What the task asks: Copy exactly the stretch of data below from the line with "Task: Convert the" through the line with "For a GIS import: Serialize", including both of those lines.

Material shown:

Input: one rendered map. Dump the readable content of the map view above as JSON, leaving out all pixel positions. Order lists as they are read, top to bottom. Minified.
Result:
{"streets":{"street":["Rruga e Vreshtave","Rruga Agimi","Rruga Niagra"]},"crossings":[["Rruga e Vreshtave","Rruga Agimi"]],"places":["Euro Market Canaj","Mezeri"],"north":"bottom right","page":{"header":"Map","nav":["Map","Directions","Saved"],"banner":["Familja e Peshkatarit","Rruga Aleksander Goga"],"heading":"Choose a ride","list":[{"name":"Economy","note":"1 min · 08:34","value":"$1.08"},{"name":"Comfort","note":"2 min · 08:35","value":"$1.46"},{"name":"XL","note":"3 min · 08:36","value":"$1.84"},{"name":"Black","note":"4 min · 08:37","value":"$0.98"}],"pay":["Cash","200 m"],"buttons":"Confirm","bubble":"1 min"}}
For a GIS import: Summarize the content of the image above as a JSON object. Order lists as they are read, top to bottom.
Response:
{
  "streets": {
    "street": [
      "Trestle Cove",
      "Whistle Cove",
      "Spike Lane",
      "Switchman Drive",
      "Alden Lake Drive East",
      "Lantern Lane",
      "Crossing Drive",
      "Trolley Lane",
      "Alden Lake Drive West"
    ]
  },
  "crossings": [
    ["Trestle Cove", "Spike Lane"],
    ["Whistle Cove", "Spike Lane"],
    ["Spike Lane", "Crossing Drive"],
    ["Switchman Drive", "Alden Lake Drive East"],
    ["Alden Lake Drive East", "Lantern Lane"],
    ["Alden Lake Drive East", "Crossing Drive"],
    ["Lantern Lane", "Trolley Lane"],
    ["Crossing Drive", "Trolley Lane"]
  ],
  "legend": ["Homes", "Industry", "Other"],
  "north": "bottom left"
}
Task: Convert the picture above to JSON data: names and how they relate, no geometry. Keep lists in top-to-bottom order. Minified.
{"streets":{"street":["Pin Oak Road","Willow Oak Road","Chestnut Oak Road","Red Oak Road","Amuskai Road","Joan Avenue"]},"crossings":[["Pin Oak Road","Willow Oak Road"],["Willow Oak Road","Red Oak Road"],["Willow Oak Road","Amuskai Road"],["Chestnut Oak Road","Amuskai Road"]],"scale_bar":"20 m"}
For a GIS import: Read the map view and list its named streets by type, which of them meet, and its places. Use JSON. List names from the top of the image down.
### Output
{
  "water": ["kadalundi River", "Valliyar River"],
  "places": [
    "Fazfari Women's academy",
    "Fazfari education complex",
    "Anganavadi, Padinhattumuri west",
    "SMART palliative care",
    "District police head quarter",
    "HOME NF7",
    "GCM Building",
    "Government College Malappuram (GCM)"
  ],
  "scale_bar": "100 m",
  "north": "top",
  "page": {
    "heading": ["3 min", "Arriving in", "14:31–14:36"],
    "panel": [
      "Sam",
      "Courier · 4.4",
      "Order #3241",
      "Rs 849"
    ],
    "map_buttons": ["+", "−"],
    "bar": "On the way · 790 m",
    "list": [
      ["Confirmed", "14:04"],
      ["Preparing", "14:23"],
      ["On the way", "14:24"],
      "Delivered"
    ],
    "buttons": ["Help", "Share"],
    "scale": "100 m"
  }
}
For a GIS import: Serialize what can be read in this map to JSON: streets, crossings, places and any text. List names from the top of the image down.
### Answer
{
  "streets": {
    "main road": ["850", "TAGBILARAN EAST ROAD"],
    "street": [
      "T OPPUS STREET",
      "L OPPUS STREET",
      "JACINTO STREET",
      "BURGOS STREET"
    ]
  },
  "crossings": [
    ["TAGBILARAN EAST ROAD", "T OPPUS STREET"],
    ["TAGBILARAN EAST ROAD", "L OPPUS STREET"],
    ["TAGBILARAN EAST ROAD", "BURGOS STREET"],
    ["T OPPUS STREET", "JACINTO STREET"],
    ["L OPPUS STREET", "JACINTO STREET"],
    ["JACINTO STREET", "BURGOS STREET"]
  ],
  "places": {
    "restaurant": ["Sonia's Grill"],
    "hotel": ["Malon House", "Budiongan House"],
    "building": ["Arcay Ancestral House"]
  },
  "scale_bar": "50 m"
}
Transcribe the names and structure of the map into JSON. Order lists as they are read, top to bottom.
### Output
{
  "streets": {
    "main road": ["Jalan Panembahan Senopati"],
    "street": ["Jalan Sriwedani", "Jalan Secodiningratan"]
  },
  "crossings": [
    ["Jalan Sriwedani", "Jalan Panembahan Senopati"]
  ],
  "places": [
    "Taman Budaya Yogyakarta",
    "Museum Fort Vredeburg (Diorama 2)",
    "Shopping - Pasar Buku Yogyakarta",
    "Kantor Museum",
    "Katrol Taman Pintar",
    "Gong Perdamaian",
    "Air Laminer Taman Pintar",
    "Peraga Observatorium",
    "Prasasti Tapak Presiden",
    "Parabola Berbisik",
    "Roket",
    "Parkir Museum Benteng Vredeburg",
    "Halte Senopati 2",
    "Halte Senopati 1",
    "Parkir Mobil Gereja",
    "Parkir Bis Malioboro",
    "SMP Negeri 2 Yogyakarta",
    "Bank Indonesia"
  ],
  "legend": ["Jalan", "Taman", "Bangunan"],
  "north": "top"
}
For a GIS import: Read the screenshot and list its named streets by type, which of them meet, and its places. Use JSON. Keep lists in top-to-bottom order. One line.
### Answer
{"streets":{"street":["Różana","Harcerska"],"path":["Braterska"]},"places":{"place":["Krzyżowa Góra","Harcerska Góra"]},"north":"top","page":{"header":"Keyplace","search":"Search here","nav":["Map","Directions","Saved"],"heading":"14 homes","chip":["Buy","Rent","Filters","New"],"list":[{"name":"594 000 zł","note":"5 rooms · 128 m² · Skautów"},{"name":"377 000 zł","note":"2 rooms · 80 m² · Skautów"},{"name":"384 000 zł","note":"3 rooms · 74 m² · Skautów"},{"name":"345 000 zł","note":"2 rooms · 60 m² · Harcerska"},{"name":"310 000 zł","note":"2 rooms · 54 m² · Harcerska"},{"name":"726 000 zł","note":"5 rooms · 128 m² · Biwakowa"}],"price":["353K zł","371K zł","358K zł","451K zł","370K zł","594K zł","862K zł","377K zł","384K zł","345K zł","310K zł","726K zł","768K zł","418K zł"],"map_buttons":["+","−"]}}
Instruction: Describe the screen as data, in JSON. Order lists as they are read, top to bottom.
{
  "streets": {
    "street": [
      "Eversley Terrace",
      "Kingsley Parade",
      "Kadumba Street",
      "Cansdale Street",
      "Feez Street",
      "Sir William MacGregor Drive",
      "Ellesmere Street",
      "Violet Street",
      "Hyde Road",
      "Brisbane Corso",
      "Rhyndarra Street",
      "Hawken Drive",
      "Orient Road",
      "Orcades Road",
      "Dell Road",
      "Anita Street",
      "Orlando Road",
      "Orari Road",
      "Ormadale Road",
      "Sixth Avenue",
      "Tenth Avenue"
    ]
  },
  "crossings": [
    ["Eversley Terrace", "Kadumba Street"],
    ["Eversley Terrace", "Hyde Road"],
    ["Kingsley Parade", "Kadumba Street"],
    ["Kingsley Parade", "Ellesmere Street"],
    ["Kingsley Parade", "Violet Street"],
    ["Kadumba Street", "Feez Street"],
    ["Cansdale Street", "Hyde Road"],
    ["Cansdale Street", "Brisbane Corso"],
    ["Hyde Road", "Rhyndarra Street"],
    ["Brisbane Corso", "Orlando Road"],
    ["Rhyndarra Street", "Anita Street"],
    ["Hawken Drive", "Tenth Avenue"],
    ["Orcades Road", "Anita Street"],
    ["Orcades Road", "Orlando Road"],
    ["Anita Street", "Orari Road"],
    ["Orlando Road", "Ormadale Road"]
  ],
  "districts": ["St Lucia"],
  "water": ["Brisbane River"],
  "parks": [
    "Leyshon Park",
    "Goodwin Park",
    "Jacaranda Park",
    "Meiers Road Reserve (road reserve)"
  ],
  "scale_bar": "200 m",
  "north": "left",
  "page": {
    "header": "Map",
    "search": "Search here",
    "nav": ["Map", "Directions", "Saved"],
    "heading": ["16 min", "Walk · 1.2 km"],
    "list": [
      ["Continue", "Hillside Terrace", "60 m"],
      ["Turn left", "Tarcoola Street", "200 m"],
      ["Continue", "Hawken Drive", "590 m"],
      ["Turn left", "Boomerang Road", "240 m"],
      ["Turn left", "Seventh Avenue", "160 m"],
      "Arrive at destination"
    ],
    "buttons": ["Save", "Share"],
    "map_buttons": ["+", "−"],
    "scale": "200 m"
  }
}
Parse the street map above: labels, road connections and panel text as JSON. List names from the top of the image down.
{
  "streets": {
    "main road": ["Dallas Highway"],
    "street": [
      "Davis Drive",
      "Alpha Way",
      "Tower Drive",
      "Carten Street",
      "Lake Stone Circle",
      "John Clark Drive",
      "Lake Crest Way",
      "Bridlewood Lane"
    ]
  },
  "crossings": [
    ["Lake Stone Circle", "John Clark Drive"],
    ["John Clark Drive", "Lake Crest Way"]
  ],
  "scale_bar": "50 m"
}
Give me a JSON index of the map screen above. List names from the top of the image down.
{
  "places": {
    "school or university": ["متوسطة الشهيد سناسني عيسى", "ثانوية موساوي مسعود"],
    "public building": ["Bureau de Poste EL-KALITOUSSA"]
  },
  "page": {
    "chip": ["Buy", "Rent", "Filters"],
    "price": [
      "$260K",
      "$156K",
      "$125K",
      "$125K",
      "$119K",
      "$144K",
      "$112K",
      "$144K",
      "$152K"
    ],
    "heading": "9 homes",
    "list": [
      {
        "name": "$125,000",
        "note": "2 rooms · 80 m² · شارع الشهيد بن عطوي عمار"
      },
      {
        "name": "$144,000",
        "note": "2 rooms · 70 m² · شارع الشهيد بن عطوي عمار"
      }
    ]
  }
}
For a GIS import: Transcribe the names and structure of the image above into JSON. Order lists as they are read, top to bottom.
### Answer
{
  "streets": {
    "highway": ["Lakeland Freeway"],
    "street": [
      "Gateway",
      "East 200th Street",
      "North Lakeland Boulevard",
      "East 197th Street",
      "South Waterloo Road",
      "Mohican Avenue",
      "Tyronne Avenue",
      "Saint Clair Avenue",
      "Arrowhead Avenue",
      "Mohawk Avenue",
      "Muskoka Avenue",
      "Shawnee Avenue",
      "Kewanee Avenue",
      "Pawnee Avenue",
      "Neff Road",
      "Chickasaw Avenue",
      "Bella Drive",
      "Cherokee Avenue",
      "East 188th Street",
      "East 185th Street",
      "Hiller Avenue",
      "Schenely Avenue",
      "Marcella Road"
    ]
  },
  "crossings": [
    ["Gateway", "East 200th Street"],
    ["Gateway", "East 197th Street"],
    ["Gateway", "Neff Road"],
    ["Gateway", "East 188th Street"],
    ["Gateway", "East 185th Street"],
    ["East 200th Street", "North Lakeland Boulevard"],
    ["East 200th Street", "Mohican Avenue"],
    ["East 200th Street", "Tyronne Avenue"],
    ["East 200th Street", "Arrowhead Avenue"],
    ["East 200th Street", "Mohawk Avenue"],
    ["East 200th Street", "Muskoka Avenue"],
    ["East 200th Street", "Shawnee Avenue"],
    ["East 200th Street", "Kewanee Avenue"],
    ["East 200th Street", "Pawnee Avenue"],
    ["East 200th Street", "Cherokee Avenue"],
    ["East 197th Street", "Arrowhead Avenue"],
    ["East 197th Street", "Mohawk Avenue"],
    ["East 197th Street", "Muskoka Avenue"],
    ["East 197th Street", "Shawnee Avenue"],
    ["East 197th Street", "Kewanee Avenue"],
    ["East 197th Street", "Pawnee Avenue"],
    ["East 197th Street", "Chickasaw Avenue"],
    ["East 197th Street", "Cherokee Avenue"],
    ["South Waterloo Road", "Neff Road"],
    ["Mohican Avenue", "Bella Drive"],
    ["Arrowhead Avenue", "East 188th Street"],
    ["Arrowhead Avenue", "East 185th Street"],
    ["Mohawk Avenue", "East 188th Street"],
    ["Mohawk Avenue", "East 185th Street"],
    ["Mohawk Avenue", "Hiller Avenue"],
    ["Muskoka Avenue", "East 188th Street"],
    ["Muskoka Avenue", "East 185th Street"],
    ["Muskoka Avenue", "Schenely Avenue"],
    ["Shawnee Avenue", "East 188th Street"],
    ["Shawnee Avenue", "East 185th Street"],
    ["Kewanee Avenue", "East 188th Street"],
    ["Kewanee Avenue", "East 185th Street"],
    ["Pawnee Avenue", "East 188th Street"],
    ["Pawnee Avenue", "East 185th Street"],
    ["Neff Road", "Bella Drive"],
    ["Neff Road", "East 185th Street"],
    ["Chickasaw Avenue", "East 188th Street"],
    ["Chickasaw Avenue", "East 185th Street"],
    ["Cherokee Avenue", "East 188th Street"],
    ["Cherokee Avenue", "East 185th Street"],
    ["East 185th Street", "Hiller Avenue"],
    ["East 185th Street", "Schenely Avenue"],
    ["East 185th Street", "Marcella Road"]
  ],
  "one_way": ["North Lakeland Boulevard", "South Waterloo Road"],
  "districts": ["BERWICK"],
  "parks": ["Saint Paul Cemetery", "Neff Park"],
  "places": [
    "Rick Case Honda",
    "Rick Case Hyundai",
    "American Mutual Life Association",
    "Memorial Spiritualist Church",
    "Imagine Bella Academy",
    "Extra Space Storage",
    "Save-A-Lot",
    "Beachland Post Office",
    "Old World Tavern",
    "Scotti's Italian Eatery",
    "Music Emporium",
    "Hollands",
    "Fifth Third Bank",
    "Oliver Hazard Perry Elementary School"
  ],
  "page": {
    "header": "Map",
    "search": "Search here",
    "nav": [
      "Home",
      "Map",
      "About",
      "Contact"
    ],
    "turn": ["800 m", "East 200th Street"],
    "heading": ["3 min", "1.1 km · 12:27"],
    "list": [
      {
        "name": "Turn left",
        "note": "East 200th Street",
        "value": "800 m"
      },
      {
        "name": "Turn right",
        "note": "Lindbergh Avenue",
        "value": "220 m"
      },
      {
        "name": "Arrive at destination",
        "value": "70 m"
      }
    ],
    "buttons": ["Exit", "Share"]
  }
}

Solution to this task:
Task: Convert the picture above to JSON data: names and how they relate, no geometry. Keep lists in top-to-bottom order. Minified.
{"streets":{"street":["Pin Oak Road","Willow Oak Road","Chestnut Oak Road","Red Oak Road","Amuskai Road","Joan Avenue"]},"crossings":[["Pin Oak Road","Willow Oak Road"],["Willow Oak Road","Red Oak Road"],["Willow Oak Road","Amuskai Road"],["Chestnut Oak Road","Amuskai Road"]],"scale_bar":"20 m"}
For a GIS import: Read the map view and list its named streets by type, which of them meet, and its places. Use JSON. List names from the top of the image down.
### Output
{
  "water": ["kadalundi River", "Valliyar River"],
  "places": [
    "Fazfari Women's academy",
    "Fazfari education complex",
    "Anganavadi, Padinhattumuri west",
    "SMART palliative care",
    "District police head quarter",
    "HOME NF7",
    "GCM Building",
    "Government College Malappuram (GCM)"
  ],
  "scale_bar": "100 m",
  "north": "top",
  "page": {
    "heading": ["3 min", "Arriving in", "14:31–14:36"],
    "panel": [
      "Sam",
      "Courier · 4.4",
      "Order #3241",
      "Rs 849"
    ],
    "map_buttons": ["+", "−"],
    "bar": "On the way · 790 m",
    "list": [
      ["Confirmed", "14:04"],
      ["Preparing", "14:23"],
      ["On the way", "14:24"],
      "Delivered"
    ],
    "buttons": ["Help", "Share"],
    "scale": "100 m"
  }
}
For a GIS import: Serialize what can be read in this map to JSON: streets, crossings, places and any text. List names from the top of the image down.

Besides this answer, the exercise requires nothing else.